> _What the task requires_
Going through the entries, how many lines include the string "green"? Answer only with the number.

> _Given entries_
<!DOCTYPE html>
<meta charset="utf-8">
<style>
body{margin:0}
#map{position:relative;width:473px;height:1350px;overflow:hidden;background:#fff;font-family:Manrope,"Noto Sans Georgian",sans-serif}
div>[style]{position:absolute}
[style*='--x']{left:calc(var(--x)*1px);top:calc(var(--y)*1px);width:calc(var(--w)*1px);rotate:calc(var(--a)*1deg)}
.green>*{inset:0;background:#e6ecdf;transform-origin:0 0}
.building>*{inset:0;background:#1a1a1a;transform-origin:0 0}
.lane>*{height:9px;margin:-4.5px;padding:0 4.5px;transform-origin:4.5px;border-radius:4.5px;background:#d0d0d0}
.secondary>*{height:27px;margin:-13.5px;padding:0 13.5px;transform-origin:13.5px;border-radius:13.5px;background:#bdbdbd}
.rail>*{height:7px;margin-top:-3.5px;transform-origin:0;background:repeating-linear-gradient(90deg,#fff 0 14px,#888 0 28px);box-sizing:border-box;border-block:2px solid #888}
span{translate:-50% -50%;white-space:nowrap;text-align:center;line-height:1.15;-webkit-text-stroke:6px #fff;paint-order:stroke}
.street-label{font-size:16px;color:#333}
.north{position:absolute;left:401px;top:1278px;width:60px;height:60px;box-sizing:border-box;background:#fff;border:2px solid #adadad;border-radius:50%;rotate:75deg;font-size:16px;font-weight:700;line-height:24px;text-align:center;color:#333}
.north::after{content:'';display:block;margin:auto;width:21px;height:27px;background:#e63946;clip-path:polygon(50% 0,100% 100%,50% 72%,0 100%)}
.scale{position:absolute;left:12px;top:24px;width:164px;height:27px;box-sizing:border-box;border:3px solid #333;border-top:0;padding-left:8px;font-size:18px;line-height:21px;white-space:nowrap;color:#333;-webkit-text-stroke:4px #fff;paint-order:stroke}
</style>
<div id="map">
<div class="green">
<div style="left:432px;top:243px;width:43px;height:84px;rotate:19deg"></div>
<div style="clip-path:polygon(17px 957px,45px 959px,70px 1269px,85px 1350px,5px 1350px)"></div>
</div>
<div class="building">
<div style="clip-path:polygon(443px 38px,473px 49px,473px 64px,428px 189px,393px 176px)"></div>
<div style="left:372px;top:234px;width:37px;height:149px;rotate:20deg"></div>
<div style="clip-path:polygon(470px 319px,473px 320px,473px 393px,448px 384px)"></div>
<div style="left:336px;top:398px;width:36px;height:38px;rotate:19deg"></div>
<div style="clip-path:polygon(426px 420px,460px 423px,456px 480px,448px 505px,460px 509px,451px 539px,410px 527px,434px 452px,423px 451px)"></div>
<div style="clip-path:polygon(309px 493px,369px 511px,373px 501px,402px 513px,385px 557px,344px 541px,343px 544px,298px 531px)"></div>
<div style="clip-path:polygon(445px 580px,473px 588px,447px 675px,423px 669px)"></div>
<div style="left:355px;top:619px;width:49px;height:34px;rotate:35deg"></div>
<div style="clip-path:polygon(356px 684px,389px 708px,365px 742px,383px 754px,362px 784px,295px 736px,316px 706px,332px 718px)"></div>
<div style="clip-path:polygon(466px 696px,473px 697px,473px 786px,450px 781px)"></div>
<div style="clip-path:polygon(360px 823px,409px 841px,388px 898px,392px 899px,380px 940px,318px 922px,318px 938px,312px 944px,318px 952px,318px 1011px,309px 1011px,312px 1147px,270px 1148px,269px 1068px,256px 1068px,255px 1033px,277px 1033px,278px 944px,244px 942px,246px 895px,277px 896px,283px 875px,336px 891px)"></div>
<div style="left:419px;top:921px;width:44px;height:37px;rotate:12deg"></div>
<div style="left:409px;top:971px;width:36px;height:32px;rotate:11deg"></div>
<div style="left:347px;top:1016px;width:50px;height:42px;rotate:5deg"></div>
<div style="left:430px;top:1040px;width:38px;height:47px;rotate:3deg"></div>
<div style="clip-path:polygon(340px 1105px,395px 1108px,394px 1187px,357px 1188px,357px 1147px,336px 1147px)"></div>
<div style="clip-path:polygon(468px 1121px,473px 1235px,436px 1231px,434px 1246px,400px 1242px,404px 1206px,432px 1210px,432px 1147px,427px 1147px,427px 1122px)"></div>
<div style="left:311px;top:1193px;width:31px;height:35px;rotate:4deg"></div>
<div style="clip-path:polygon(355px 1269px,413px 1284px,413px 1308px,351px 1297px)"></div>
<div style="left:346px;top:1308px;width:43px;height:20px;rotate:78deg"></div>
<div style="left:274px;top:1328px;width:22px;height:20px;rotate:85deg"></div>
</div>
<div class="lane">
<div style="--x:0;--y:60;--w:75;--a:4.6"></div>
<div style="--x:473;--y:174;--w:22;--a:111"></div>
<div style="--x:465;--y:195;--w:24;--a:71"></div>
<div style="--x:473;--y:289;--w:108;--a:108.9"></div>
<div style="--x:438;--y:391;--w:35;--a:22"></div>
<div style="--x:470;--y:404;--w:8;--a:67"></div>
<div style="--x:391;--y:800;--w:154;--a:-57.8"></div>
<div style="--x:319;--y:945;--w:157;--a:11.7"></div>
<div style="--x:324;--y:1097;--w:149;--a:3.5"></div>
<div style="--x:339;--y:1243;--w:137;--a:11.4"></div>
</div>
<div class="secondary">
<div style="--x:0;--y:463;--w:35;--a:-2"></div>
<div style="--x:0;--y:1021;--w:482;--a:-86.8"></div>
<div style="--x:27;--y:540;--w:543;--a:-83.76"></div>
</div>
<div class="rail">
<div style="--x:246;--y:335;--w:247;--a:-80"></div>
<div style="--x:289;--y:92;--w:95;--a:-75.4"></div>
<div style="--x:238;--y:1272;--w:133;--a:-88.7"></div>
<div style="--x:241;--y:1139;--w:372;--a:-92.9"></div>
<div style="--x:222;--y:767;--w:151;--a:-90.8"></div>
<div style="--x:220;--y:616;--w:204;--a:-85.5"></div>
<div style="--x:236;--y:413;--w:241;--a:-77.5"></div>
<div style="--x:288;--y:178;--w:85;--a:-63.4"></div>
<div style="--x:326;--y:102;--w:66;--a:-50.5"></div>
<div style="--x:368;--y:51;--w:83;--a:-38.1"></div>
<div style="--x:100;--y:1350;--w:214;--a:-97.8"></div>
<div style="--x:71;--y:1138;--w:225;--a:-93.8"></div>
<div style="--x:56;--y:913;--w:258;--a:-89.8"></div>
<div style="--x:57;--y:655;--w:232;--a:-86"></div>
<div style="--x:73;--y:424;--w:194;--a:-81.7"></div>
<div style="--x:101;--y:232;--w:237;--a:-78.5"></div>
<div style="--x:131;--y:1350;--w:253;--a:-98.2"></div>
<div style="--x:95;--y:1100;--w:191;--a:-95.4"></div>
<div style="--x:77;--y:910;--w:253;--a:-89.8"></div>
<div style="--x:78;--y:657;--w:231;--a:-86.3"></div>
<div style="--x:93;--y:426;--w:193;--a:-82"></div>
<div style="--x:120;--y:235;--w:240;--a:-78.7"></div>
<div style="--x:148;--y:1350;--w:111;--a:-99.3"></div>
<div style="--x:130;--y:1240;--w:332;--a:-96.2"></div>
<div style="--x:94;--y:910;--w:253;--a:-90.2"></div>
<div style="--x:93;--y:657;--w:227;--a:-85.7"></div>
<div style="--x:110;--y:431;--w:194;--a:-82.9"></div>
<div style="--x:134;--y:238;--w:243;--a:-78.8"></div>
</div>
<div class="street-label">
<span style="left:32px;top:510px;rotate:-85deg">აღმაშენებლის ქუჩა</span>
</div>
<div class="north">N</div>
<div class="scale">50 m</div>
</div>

> _Worked solution_
2